Как раз около этого времени маленькая госпожа Конен наотрез отказалась развлекаться с Саккаром. Он часто навещал писчебумажный магазин на улице Фейдо, постоянно покупая там записные книжки, и его очень привлекала эта обворожительная блондинка, розовая, пухленькая, со светлыми шелковистыми волосами, этот кудрявый барашек, грациозный и ласковый, всегда веселый.
— Нет, не хочу, с вами — ни за что!
Уж если она сказала «ни за что», все было кончено: она никогда не меняла своего решения.
— Но почему? Ведь я как-то видел вас с мужчиной. Вы выходили из меблированной квартирки в проезде Панорам…
Она покраснела, но продолжала храбро смотреть ему в глаза. Эта меблированная квартира, хозяйкой которой была одна пожилая дама, ее приятельница, действительно служила ей местом свиданий, если, повинуясь капризу, она уступала мольбам какого-нибудь биржевика в те часы, когда славный ее муженек клеил свои папки, а она бегала по Парижу, выполняя различные поручения.
— Вы отлично знаете… Это был Гюстав Седиль, ваш любовник.

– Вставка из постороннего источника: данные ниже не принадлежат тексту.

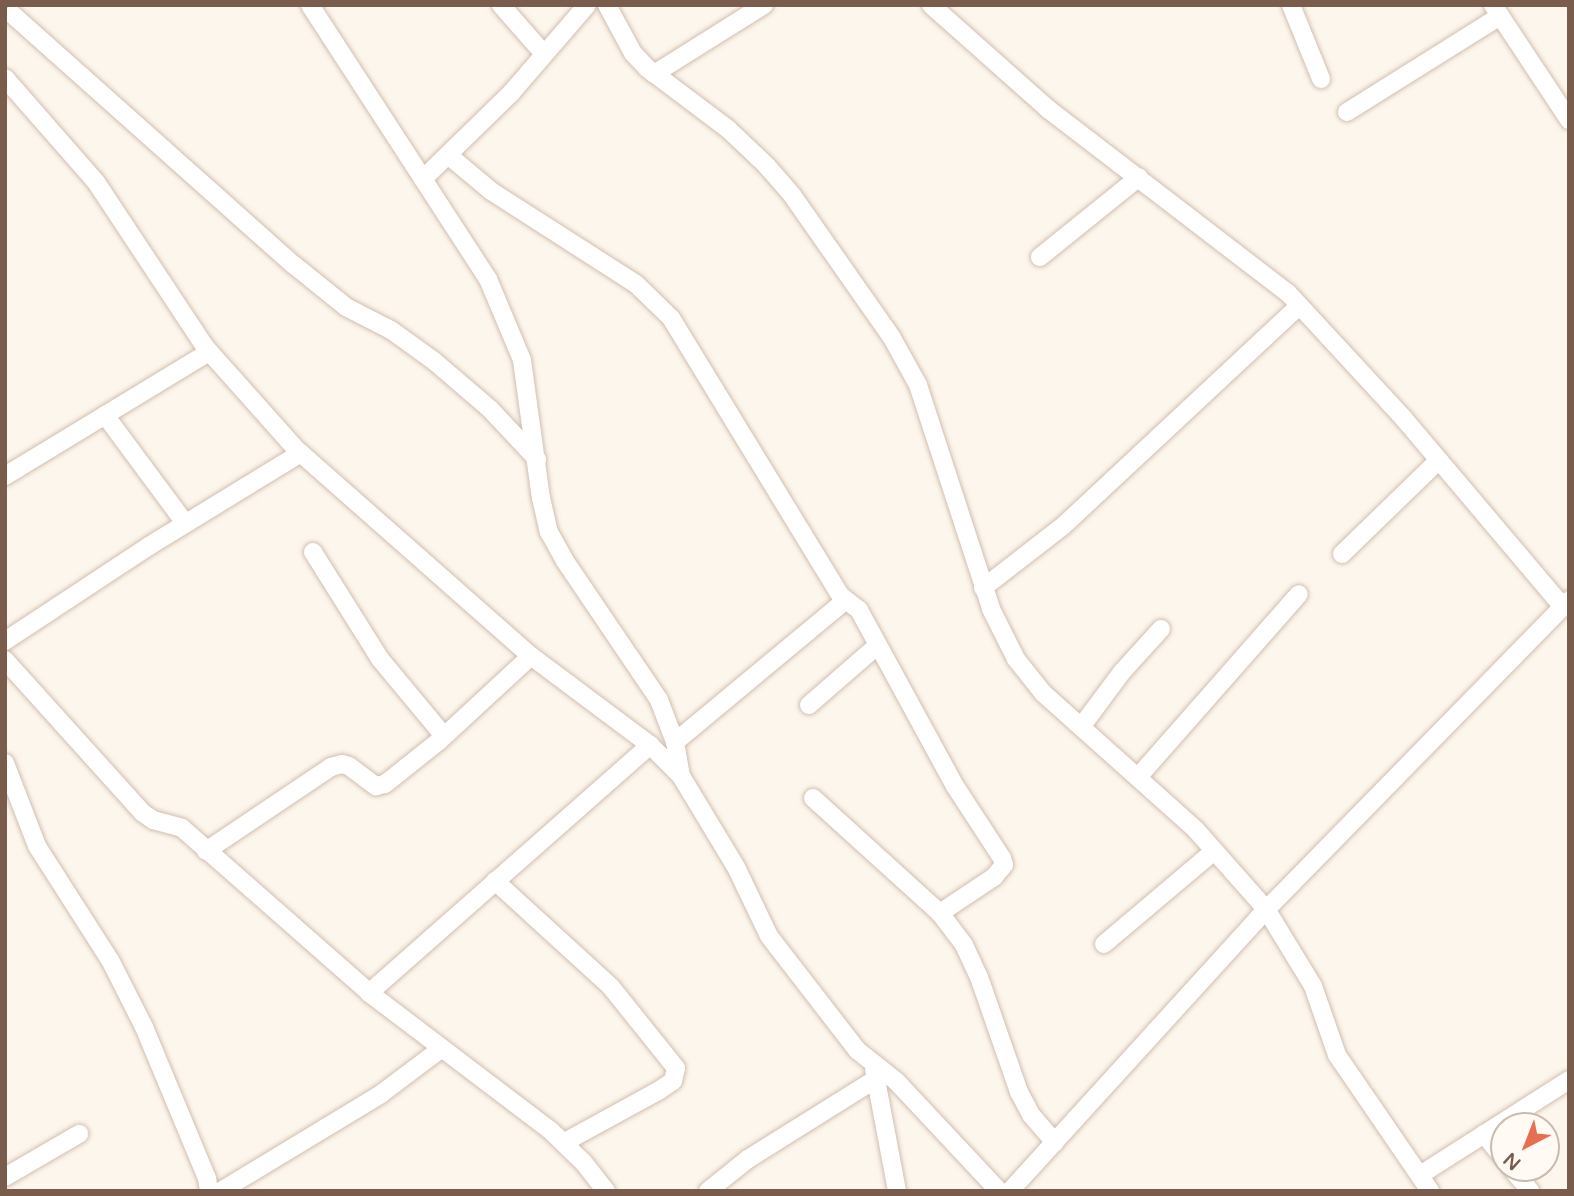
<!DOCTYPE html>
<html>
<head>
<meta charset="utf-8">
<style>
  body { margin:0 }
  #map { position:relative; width:1574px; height:1196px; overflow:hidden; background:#fdf6ec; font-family:"Varela Round",sans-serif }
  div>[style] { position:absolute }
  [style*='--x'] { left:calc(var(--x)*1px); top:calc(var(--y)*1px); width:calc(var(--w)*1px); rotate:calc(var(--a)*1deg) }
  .roads { filter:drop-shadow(0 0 2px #d1beb0) drop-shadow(0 0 2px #d1beb0) }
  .minor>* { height:18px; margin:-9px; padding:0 9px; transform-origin:9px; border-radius:9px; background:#fff }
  span { translate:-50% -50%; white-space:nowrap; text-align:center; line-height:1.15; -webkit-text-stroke:5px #fffaf3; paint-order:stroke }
  .frame { position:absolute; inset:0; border:7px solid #7a5c4d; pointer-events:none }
  .north { position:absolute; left:1490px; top:1112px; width:70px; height:70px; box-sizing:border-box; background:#fffaf3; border:2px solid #cabbb1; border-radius:50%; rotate:222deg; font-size:19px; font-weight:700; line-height:28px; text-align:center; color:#7a5c4d }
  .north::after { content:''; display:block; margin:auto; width:24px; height:32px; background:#e76f51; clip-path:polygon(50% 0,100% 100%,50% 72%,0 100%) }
</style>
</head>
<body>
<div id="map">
  <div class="roads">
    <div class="minor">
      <div style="--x:310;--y:5;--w:327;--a:57"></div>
      <div style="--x:488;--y:279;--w:88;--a:67.2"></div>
      <div style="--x:522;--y:360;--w:139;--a:82.2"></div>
      <div style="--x:541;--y:498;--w:35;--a:77"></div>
      <div style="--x:549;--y:532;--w:33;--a:61"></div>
      <div style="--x:565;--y:561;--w:168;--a:55.9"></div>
      <div style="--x:659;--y:700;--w:45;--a:69.1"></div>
      <div style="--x:675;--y:742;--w:35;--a:80"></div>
      <div style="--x:501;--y:5;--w:65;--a:48.7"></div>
      <div style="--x:607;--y:5;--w:55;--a:61.6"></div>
      <div style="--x:633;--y:53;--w:21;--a:47"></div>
      <div style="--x:647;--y:68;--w:101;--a:37"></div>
      <div style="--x:728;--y:129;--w:52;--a:43.5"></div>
      <div style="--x:766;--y:165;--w:40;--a:49"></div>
      <div style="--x:792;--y:195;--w:174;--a:55"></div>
      <div style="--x:892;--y:338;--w:54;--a:61"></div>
      <div style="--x:918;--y:385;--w:236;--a:71.9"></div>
      <div style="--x:991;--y:609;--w:56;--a:63.4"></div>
      <div style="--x:1016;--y:659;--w:43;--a:51.5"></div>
      <div style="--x:1043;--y:693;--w:205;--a:41.8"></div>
      <div style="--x:1196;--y:830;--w:106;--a:48.5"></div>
      <div style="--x:1266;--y:909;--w:90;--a:58.6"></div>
      <div style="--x:1313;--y:986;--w:73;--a:70.8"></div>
      <div style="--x:1337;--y:1055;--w:165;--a:55.6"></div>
      <div style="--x:931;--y:5;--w:157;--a:41.6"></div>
      <div style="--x:1048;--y:109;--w:302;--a:37.5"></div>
      <div style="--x:1288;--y:293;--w:173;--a:47.3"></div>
      <div style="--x:1405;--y:420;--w:243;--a:49.8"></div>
      <div style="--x:1291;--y:5;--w:80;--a:67.9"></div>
      <div style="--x:1493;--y:5;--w:138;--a:56.5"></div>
      <div style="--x:13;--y:15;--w:376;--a:41.7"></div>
      <div style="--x:294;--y:265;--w:67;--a:38.9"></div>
      <div style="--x:346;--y:307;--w:51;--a:27.1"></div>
      <div style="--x:391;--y:330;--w:53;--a:35.8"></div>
      <div style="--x:434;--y:361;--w:74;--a:40.6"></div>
      <div style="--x:490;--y:409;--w:69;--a:46.8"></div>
      <div style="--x:654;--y:74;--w:130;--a:-32.1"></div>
      <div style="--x:5;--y:78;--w:138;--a:48.8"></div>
      <div style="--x:96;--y:182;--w:199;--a:56.5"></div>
      <div style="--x:206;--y:348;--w:135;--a:48.3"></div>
      <div style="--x:296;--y:449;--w:313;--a:41.4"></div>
      <div style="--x:531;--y:656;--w:149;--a:36.8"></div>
      <div style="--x:650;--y:745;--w:44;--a:45"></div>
      <div style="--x:681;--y:776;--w:106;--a:58.9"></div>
      <div style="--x:736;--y:867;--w:76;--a:64.4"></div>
      <div style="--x:769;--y:936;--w:144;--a:52.3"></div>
      <div style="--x:857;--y:1050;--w:50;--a:38.5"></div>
      <div style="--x:896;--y:1081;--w:151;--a:46.9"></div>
      <div style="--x:1347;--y:112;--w:181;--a:-32.1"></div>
      <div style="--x:448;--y:155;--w:56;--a:39.9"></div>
      <div style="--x:491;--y:191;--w:172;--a:32.7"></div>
      <div style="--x:636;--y:284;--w:49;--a:44.2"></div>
      <div style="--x:671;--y:318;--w:326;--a:58.6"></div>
      <div style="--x:841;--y:596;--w:23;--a:38"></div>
      <div style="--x:859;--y:610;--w:200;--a:61.4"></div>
      <div style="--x:955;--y:786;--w:86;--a:56.9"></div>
      <div style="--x:1002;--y:858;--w:7;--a:74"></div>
      <div style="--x:1004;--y:865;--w:16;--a:130"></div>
      <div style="--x:994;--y:877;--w:65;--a:146.3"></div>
      <div style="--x:423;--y:179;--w:123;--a:-44.3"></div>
      <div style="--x:511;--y:93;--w:116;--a:-49.2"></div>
      <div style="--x:1040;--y:257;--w:127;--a:-38.9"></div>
      <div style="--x:105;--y:415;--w:134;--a:53.5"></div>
      <div style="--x:5;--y:476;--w:239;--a:-31.3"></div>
      <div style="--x:313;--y:552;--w:126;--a:57.9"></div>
      <div style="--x:380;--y:659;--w:100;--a:50.3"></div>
      <div style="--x:1342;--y:554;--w:135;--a:-44.1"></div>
      <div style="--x:983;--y:588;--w:101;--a:-37.8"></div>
      <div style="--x:1063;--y:526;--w:323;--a:-43"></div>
      <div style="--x:5;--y:641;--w:173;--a:-33.4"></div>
      <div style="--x:149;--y:546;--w:178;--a:-31.5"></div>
      <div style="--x:5;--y:660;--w:206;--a:48"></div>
      <div style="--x:143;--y:813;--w:12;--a:35"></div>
      <div style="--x:153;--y:820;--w:30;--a:15"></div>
      <div style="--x:182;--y:828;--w:253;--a:41.3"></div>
      <div style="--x:372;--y:995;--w:223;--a:37.2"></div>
      <div style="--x:550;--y:1130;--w:47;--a:44.1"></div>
      <div style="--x:584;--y:1163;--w:36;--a:52"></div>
      <div style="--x:809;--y:705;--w:91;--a:-41"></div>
      <div style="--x:1081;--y:727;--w:69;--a:-53.3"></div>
      <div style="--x:1122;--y:672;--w:58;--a:-47.8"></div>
      <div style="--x:675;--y:742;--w:222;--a:-39.7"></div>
      <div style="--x:5;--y:763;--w:89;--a:68.9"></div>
      <div style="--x:37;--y:846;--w:135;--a:57.4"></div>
      <div style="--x:110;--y:960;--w:75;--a:63.1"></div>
      <div style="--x:144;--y:1027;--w:164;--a:67.4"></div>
      <div style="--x:207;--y:1178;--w:13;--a:81"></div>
      <div style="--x:1139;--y:776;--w:242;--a:-48.7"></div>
      <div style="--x:813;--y:798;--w:171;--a:42.2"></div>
      <div style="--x:940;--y:913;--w:40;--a:53"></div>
      <div style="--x:964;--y:945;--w:35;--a:65"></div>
      <div style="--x:979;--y:977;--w:122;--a:70.8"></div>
      <div style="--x:1019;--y:1092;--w:27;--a:62"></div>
      <div style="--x:1032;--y:1116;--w:35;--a:49"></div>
      <div style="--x:206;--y:851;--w:151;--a:-33.9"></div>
      <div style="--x:331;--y:767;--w:11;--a:-15"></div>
      <div style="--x:342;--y:764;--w:7;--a:16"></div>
      <div style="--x:349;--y:766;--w:34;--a:37"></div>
      <div style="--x:376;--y:786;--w:9;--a:-13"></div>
      <div style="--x:385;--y:784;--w:69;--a:-38.5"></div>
      <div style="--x:439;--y:741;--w:125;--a:-42.7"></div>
      <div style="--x:495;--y:881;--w:157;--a:42.4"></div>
      <div style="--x:611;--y:987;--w:104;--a:51.3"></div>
      <div style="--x:676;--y:1068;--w:13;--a:103"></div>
      <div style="--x:673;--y:1081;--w:18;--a:146"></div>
      <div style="--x:658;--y:1091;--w:108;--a:151.3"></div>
      <div style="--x:1104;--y:944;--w:144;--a:-40.2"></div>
      <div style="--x:369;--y:993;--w:375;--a:-41.4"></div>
      <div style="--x:874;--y:1069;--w:124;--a:79.3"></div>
      <div style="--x:1484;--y:1134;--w:32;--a:51"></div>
      <div style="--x:1511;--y:1168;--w:30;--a:50"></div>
      <div style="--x:1420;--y:1175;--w:177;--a:-32.5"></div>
      <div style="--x:5;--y:1177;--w:86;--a:-30.2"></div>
      <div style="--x:221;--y:1191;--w:187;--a:-31.2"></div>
      <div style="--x:381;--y:1094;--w:76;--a:-37"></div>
      <div style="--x:708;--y:1191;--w:51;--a:-38.7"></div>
      <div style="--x:748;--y:1159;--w:151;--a:-32"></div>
      <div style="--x:1010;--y:1191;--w:369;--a:-47.7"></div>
      <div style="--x:1258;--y:918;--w:445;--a:-45.6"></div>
    </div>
  </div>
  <div class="frame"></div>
  <div class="north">N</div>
</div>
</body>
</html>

Она мило покачала головкой. Нет, нет! У нее нет любовников. Ни один мужчина не может похвастать, что обладал ею дважды. За кого он ее принимает? Один раз — пожалуй, мимоходом, чтобы развлечься, не придавая этому значения! И все они оставались после этого ее друзьями, очень признательными, очень скромными.
— Так это потому, что я уже не молод?
Она снова покачала головой и, как всегда, засмеялась, словно говоря, что ей дела нет до возраста ее поклонников. Она уступала и менее молодым и менее красивым, а нередко и совсем небогатым мужчинам.